Hi guys, I've been stuck on this question for days!
If x= √3/2
Find the value of the expression
1+x/1+√(1+x) + 1-x/1-√(1-x)
Thanks!
Maybe start by rationalising the denominator
$\displaystyle \displaystyle \frac{1+x}{1+\sqrt{1+x}}+\frac{1-x}{1-\sqrt{1-x}}$
$\displaystyle \displaystyle \frac{1+x}{1+\sqrt{1+x}}\times \frac{1-\sqrt{1-x}}{1-\sqrt{1-x}}+\frac{1-x}{1-\sqrt{1-x}}\times \frac{1+\sqrt{1+x}}{1+\sqrt{1+x}}$
What do you get?
following on from what u had....
(1+x)(1-√1-x)/)1+√1+x)(1-√1-x) + (1-x)(1+√1+x)/(1-√1-x)1+√1+x)
= (1+x)(1-√1-x) + (1-x)(1+√1+x)/1+√1+x)(1-√1-x)
=2-√1-x - x√1-x + √1+x -x1+x/(1+√1+x)(1-√1-x)

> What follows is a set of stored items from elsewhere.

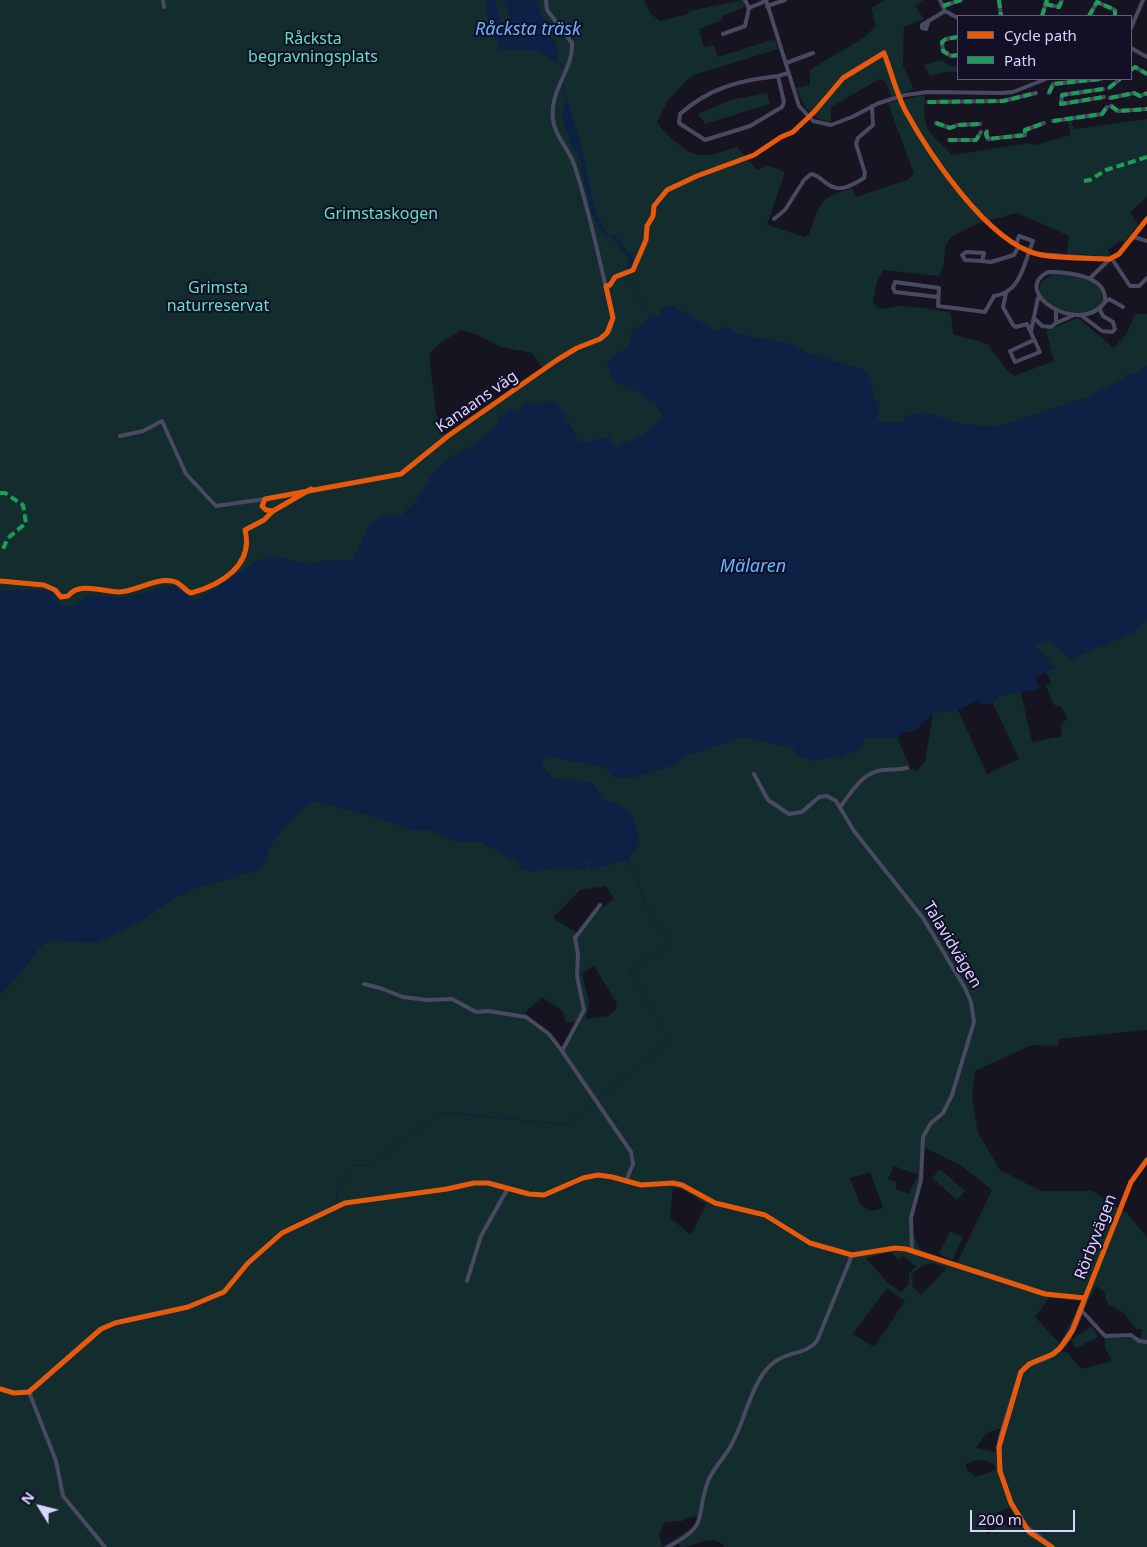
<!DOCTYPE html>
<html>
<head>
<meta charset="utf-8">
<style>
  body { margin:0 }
  #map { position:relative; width:1147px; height:1547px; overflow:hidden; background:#161421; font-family:"Noto Sans",sans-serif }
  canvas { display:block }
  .legend { position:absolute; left:957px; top:15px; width:175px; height:65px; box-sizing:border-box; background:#130f26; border:1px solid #625e7d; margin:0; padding:6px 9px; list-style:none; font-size:15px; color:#d9d4ff }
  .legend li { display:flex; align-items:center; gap:10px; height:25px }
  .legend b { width:25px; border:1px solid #625e7d }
  .north { position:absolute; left:15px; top:1482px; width:50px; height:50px; -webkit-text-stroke:4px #130f26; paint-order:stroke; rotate:306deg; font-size:14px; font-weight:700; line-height:20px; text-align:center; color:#d9d4ff }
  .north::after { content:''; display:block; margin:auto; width:18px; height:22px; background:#d9d4ff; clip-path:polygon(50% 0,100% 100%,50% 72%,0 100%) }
  .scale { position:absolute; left:970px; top:1510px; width:105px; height:22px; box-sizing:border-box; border:2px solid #d9d4ff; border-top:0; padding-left:6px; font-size:15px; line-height:18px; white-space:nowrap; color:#d9d4ff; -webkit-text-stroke:4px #130f26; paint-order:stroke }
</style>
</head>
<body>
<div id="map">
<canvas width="1147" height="1547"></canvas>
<ul class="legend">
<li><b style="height:6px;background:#e8590c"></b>Cycle path</li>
<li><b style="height:6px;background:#1a9f57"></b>Path</li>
</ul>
<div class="north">N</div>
<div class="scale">200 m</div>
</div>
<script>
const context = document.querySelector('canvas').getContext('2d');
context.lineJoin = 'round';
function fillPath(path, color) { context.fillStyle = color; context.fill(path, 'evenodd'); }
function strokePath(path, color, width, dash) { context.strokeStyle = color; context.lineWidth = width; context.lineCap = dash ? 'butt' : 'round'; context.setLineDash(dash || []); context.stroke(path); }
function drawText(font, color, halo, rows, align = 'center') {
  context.font = font + ' "Noto Sans",sans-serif'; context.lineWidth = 4; context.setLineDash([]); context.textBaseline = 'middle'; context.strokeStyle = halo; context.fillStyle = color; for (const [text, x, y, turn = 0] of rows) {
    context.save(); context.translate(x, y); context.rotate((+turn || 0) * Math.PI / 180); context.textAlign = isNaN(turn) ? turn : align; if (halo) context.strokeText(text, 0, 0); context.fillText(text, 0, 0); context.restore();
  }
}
const green = new Path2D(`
  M0,0H644L651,14L660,21L688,14L689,11L743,0L745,7L722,16V20L699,29L704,47L714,45L718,57L775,39L778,49L691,76L668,100L657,122C663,132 687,154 699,155C711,157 726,150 737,147L757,170L767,165L785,172L767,225L805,237L809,234C821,202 818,198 853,188L856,197L907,180L914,174L888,103L925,95C922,131 928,130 952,155L1029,143L1035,145L1071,135L1067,120H1071L1074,129L1147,119V196L1130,213L1138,224L1125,242L1119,241L1108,250L1112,257L1067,253L1069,236L1017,213L976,224L953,236L945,245L944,264L939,276L883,270L877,282L873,302L877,308C886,310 892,306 901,306C918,307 935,309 951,313L953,334L988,344L1005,368L1014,376L1054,361L1046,330L1078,318L1114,348L1127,333L1135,314H1147V427L441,554L0,640ZM461,330L478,335L501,347L532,353L542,367L444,435L436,413L429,354L440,343Z
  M885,0H923L915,6L924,19L904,27L903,66L914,89L891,97L886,82L880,79L831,107V122C811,119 803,106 796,88L810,85V70L863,38L876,26L871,8Z
  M942,60L951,67L958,65V72H945L930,76L924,65Z
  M767,93L770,104L705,124L698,114L730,100Z
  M1051,275C1068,272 1107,278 1103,303C1099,306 1094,311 1090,313C1072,319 1029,304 1042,281Z
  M1147,467V1030L1059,1039L1058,1046L1032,1045L975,1071L972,1098L978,1133L1000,1170L1041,1191H1092L1128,1214L1147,1238V1547H725C712,1532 697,1547 681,1547L678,1544L688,1537L671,1547H0V777ZM1045,670L1051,683L1046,686L1054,705L1062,707L1067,718L1060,726L1062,736L1032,742L1018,680ZM986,689L1019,759L987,774L958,710ZM942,695L933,713L925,761L917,771L911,769L899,742L897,720ZM606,886L614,899L586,920L577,933L553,918L580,890ZM594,966L616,1002L617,1008L609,1016L586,1019L589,1002L582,973ZM542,997L563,1012L566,1022H576L563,1047L561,1048L555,1038L525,1013ZM924,1147L960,1165L992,1190L957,1263L922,1251C904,1227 918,1205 922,1178C923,1168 924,1157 924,1147ZM894,1166L918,1175L909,1194L896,1189L897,1182L888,1179ZM870,1172L883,1208L871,1211L860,1204L850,1178ZM673,1188L682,1189L706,1204L691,1235L670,1218ZM891,1252L898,1260L903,1256L916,1266L909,1273V1284L901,1292L888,1283L866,1258ZM932,1263L947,1268L921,1295L912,1286L913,1277L911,1274L924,1265ZM1096,1286L1104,1292L1108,1304L1124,1313L1136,1329H1142L1141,1337L1105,1338V1347L1112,1361L1081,1369L1067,1352L1061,1353ZM887,1288L905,1301L874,1347L853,1334ZM1049,1298L1081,1301L1060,1344L1035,1317ZM997,1429H1000L997,1452L976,1448L986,1434ZM977,1460H984L994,1464L996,1470L975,1477L966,1468V1464ZM1009,1508L1018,1521L996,1527L988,1535L985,1526L996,1513ZM693,1516L698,1518L695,1526L662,1547L659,1534L665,1522L682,1521Z
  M940,1169L965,1191L957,1200L932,1178Z
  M950,1231L963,1237L952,1260L939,1254Z
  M1092,1326L1098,1337L1076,1348L1071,1340Z`);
const water = new Path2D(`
  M486,0H495L500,23L511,18L503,0H535L558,50L557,63L539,51L498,49L499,44C490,32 485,15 486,0Z
  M565,99L568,102L582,150L575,153L562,120Z
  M670,305L717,331L727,327L740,334L794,345L807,353L862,369L871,379L874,397L880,404L877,419L883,423L902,422L905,417L921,412L923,416L931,413L944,419L947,418C963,428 979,423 996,427L1088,397L1122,380L1128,374L1135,373L1147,365V619L1134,632L1070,660L1051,641L1035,645L1055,668L1035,678L1040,687C1026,696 1000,689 991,704H980L979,700L958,710L933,713L916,730L901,733L897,738H864L862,748L840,758L834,756L814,761L796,755L793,748L744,737L684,756L674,765L632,778L613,777L604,767L546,756L541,764L554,779L592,782L602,799C631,808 633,813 640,843L628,860L591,870L587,860L584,862L587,869L583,870L561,867L534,872L521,869L518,862L480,842H458L432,831H416L378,818L315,801L303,808L274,840L260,870L199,887L176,897L141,921L96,943L50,940L39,948L18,977L0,994V590H52L58,602L70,607L90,595L122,598L175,585L195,601L255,562L271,556L305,564L328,560H353L370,525L383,515L400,516L416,501L431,476L449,458L473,446L499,424L498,419L511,408L516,412L522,411V405L526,402L540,405L549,400L558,404L580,443L610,437L611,444L616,447C634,438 650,435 662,415L653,401L649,402L641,393L614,382L607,362L629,346L632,331L651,317H660L661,310Z`);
const stream = new Path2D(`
  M557,63L565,69
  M563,82L565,100
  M629,273L630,279
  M631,283L651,317
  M598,1100L667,1043L668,1038L630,970L671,944L646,907L642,891L628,860
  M335,1204L338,1189L353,1165L367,1166L442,1112L568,1125L595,1103
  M111,1327L165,1314
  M86,1344L107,1328
  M35,1390L84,1347`);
const canal = new Path2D(`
  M580,151L593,212L606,235
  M613,236L631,258L629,268`);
const minor = new Path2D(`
  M163,0L164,7
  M745,0L749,8
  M766,0L799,106L813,121L831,125L852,117L879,103L905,95L928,92L1001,93L1013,92L1046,79
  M940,0L945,11L958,18
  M999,0L1001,16
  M1045,4L1059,7L1062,0
  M767,6L785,0
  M943,6L961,0
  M1042,16L1047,0
  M1089,16L1097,2L1115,10V16
  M928,23L926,29L922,28V25L945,11
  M1131,28L1143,0
  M723,34L745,26L749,8L766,1
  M958,37L946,39L942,42L943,51L951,56L958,55
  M1131,48L1147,57
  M786,63L813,53
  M1131,70L1135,67L1147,74
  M778,76C740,80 709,88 680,114L679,123L705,140L750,126L782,107L784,102L778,76L788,73
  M1109,88L1120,79
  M1103,89L1062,95L1061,104L1104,97
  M1049,93L1053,84L1101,79
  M1110,98L1134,93L1140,96L1147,93
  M928,102L1003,101L1036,93
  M1111,106L1118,111L1147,109
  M1053,121L1102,114L1107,107
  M936,123L950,128L958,125L980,124
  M987,131L986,134L988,139L1025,135V130L1044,123
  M949,140H976L981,132
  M774,219L785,210L804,180L811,174C819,175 822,181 829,185C841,193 854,184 864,178L865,173L856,144L858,138L873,125L872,106
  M1134,237L1147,241
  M982,261L965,260L962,255L966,252L984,253L982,261L991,262L1014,255L1019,246
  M1114,262L1130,286H1139L1147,278
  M1048,272C1067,272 1108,275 1105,302C1080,337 1009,292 1048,272Z
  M1090,278L1110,259
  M1006,293L1003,307L1013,325L1016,327L1027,324L1040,352L1015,362L1010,351L1034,340
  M938,297L895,292L893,288L895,282L939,288L938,306L985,312L994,296C1021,293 1024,263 1033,241L1019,236L1016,245L1038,254L1110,259L1119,254L1147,219
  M1105,302L1109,299L1123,307
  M1082,316L1102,331L1112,332L1115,329L1113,322L1103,316L1100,310
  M1035,319L1042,326L1051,327L1056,323V310
  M1056,323L1072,316
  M1031,331L1038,298
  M120,436L143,431L162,421L186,474L216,506L265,499
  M311,489L273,511L266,510L262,506L265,499L401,474L448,436L557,360L577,348L600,339L610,330L613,318C601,268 591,216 575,167C570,150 554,135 553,119C549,90 574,69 572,43L547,10L546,0
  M754,774L768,800L789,814L802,812L819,797L827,796L836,801L854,831L923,918L965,988L971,1002L974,1022L952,1095L943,1113L931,1123L923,1137L921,1180L911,1218L912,1251
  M840,807C852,792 862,772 883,770C891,769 899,770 907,768
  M600,905L575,938L578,954L577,976L584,1010L562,1051L631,1152L633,1164L626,1181
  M364,984L380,988L403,997L427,1000L452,999L476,1012L488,1011L526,1017L549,1034L562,1051
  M467,1281L481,1236L508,1188
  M1081,1310L1105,1336L1131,1335L1139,1341L1147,1342
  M0,1389L14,1393L29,1392L101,1329L115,1323L188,1307L224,1292L248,1263L282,1233L345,1203L447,1189L474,1183H488L529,1194L544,1195L583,1178L598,1175L612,1177L641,1185L673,1183L682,1185L715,1203L765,1215L810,1243L852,1255L895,1248L906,1249L1045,1294L1085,1298L1131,1182L1147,1160
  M29,1392L56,1461L63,1496L105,1547
  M668,1547C713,1523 693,1518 709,1479C714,1468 724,1458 730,1447C744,1424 748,1395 763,1374C781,1348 803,1358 817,1341L852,1255`);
const tertiary = new Path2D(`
  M1052,1547L1026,1527L1011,1503L1000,1471L999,1447L1001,1436L1021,1372C1029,1362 1041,1361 1052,1355C1071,1343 1079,1318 1085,1298`);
const quiet = new Path2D(`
  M999,0L1001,16
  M1045,4L1059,7L1062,0
  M943,6L961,0
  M1042,16L1047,0
  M1089,16L1097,2L1115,10V16
  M958,37L946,39L942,42L943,51L951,56L958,55
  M1131,70L1135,67L1147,74
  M1109,88L1120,79
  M1103,89L1062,95L1061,104L1104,97
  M1049,93L1053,84L1101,79
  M1110,98L1134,93L1140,96L1147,93
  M928,102L1003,101L1036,93
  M1111,106L1118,111L1147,109
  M1053,121L1102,114L1107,107
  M936,123L950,128L958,125L980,124
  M987,131L986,134L988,139L1025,135V130L1044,123
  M949,140H976L981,132
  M1084,181L1090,180L1106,170L1147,157
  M0,493H5L23,505L26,523L8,538L3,549`);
const cycleway = new Path2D(`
  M311,489L273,511L266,510L262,506L265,499L401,474L448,436L557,360L577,348L600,339L607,333L613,318L606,286L610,285L615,277L633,270L646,240L647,226L653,216L654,206L667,190L697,176L754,155L781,137L793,132L815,111L843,78L884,53C891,71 896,92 905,110C929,154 987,241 1037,254C1060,259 1087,258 1110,259L1119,254L1147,219
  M0,581L44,585L55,590L61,597L68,596C80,581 102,592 119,592C137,591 154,578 172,581C181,582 183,590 191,593C221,585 254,565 245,530L264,520L273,511
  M0,1389L14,1393L29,1392L101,1329L115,1323L188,1307L224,1292L248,1263L282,1233L345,1203L447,1189L474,1183H488L529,1194L544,1195L583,1178L598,1175L612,1177L641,1185L673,1183L682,1185L715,1203L765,1215L810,1243L852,1255L895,1248L906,1249L1045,1294L1085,1298
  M1052,1547L1029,1532L1011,1503L1000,1471L999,1447L1021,1372L1029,1364L1053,1354L1060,1348L1072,1331L1131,1182L1147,1160`);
const parkNames = [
  ["Råcksta",313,39],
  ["begravningsplats",313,57],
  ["Grimstaskogen",381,214],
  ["Grimsta",218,288],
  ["naturreservat",218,306]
];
const streetNames = [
  ["Kanaans väg",477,402,-35],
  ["Talavidvägen",952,945,59],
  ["Rörbyvägen",1096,1237,-69]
];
const waterNames = [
  ["Råcksta träsk",528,30],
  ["Mälaren",753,567]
];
fillPath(green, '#132c2d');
fillPath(water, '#0d2144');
strokePath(stream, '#0d2144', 1);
strokePath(canal, '#0d2144', 4);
strokePath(minor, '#4a4962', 4);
strokePath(tertiary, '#4a4962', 5);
strokePath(quiet, '#1a9f57', 4, [8, 4]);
strokePath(cycleway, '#e8590c', 5);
drawText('16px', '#5fe0c0', '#130f26', parkNames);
drawText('16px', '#d9d4ff', '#130f26', streetNames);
drawText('italic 18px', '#62b6ff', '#130f26', waterNames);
</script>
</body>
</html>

=2-√1-x(1+x) + √1+x(1-x)/(1+√1+x)(1-√1-x)
Thats as far as i could get :s
I don't think my suggestion will simplify it enough.
simplify ((1+(sqrt[3]/2) 1;/(1+sqrt[1+(sqrt[3&# 93;/2)]))+((1-(sqrt[3]/2))/(1-sqrt[1-(sqrt[3]/2)]
You'll get the most simplified form of it by using the hint pickslides has given you:
$\displaystyle \frac{1+x}{1+\sqrt{1+x}}+\frac{1-x}{1-\sqrt{1-x}}=\frac{(1+x)(1-\sqrt{1-x})+(1-x)(1+\sqrt{1+x})}{(1+\sqrt{1+x})(1-\sqrt{1-x})}$
$\displaystyle =\frac{1+x-\sqrt{1-x}-x\sqrt{1-x}+1-x+\sqrt{1+x}-x\sqrt{1+x}}{(1+\sqrt{1x})(1-\sqrt{1-x})}$
$\displaystyle =\frac{2-\sqrt{1-x}-x\sqrt{1-x}+\sqrt{1+x}-x\sqrt{1+x}}{(1+\sqrt{1x})(1-\sqrt{1-x})}$
Now you just have to substitute the given $\displaystyle x$ value in this expression which is not that easy.